> **RECORDS SUPPLIED**:
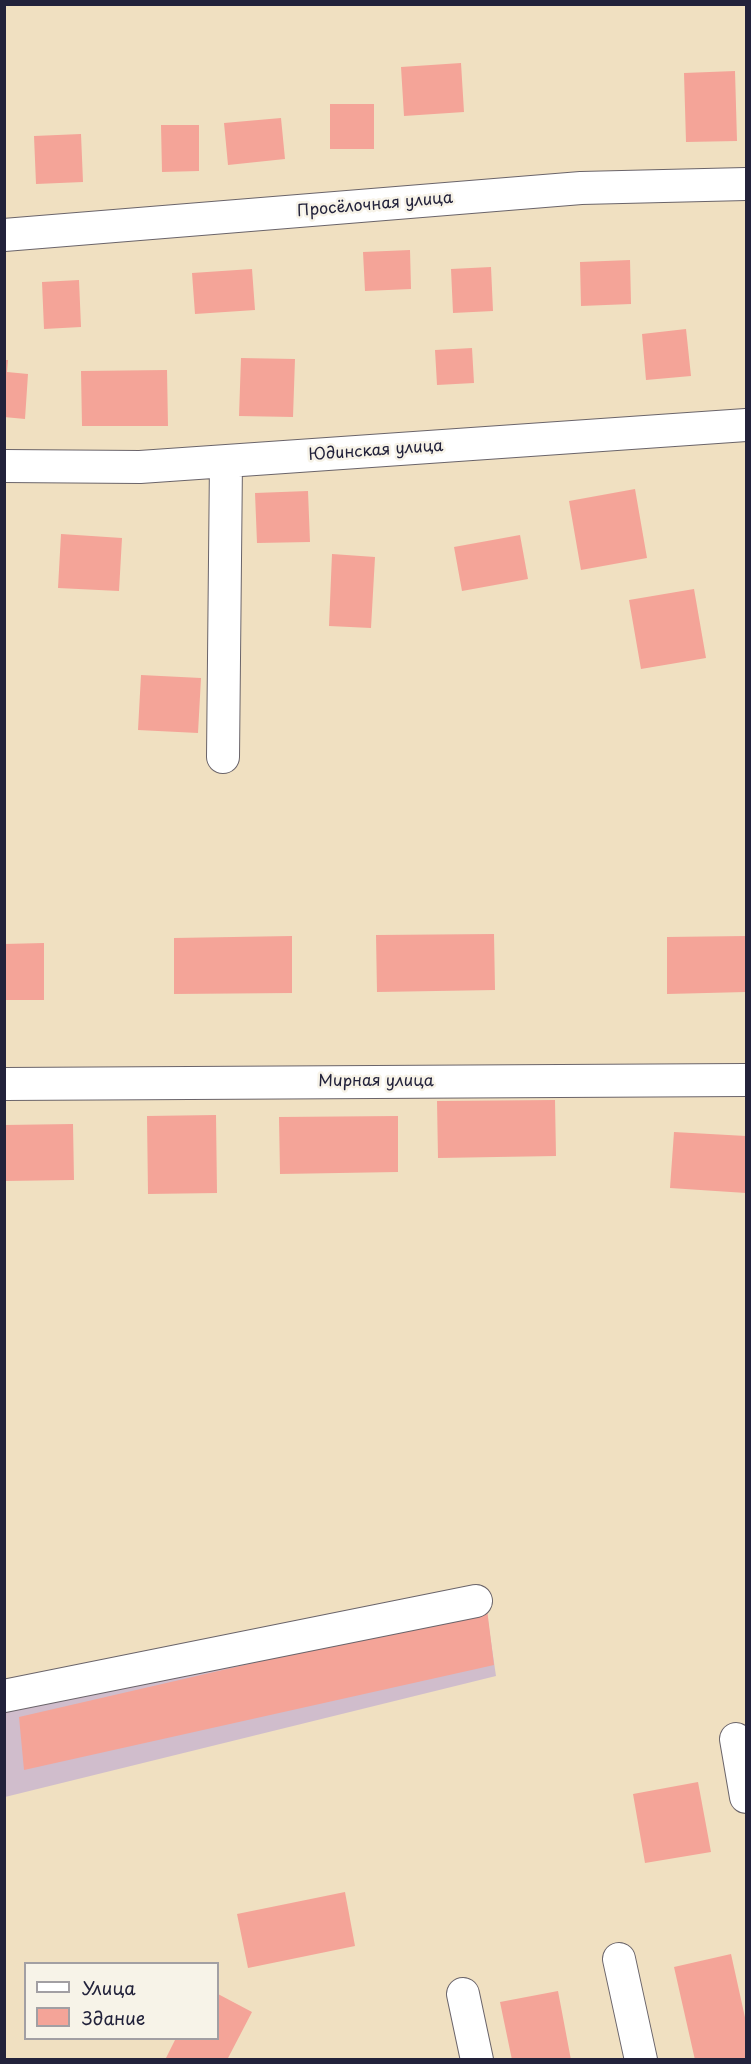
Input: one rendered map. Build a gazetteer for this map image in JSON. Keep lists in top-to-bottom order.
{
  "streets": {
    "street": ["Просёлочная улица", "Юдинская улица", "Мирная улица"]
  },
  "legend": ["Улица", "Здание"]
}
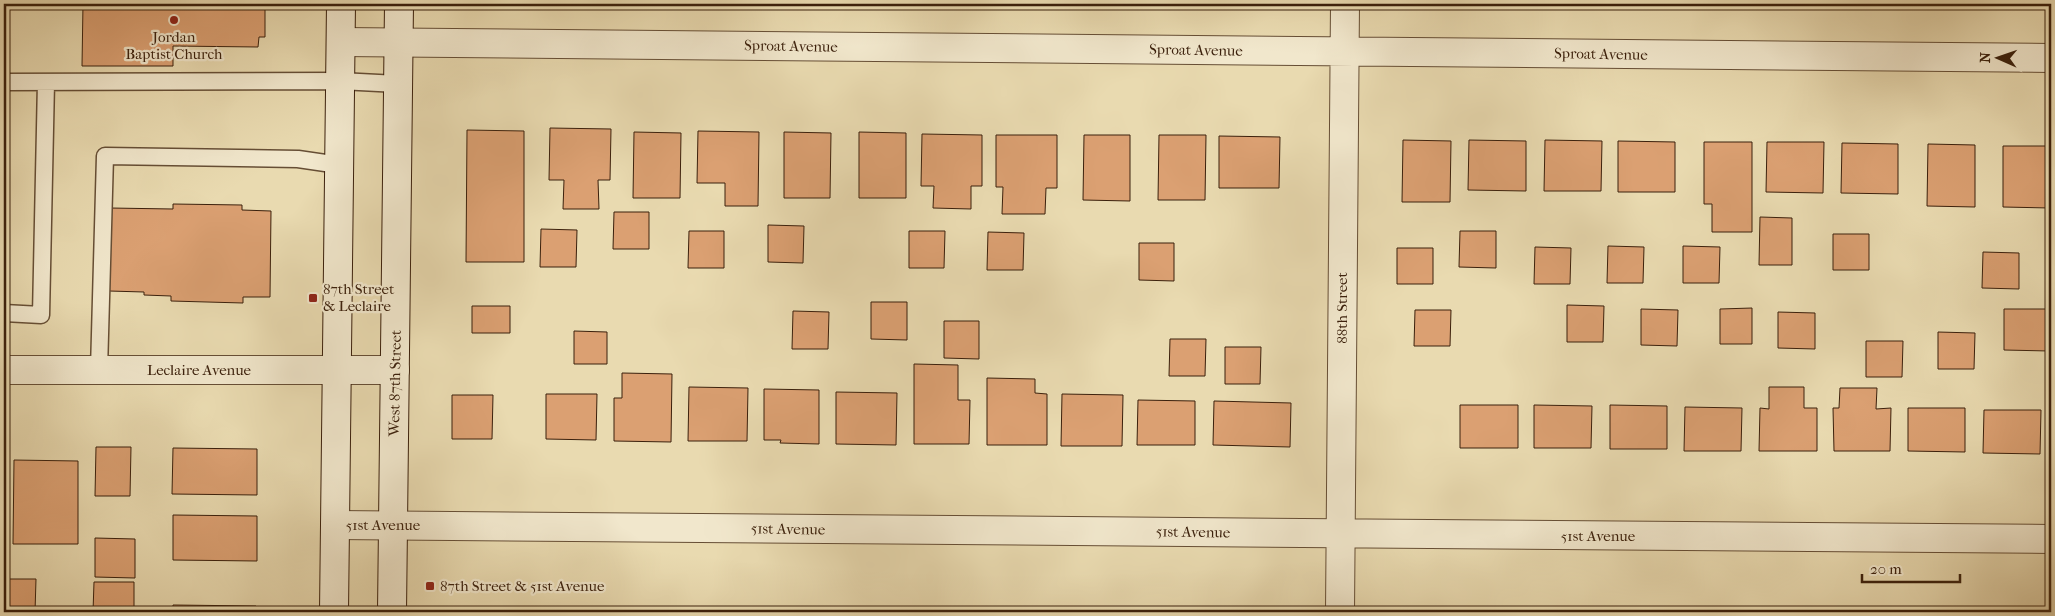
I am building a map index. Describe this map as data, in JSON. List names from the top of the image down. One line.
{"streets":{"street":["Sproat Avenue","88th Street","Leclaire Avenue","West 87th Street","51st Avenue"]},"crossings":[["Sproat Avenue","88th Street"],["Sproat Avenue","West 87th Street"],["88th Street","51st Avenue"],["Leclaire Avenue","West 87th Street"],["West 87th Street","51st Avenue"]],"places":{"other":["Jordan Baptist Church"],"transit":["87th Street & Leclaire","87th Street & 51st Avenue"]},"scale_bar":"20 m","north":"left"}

> **WHAT YOU WILL DO**:
Write out each line again, exactly as it appears above, except for any picture.

> **EXERCISE RESPONSE**:
Input: one rendered map. Build a gazetteer for this map image in JSON. Keep lists in top-to-bottom order.
{
  "streets": {
    "street": ["Просёлочная улица", "Юдинская улица", "Мирная улица"]
  },
  "legend": ["Улица", "Здание"]
}
I am building a map index. Describe this map as data, in JSON. List names from the top of the image down. One line.
{"streets":{"street":["Sproat Avenue","88th Street","Leclaire Avenue","West 87th Street","51st Avenue"]},"crossings":[["Sproat Avenue","88th Street"],["Sproat Avenue","West 87th Street"],["88th Street","51st Avenue"],["Leclaire Avenue","West 87th Street"],["West 87th Street","51st Avenue"]],"places":{"other":["Jordan Baptist Church"],"transit":["87th Street & Leclaire","87th Street & 51st Avenue"]},"scale_bar":"20 m","north":"left"}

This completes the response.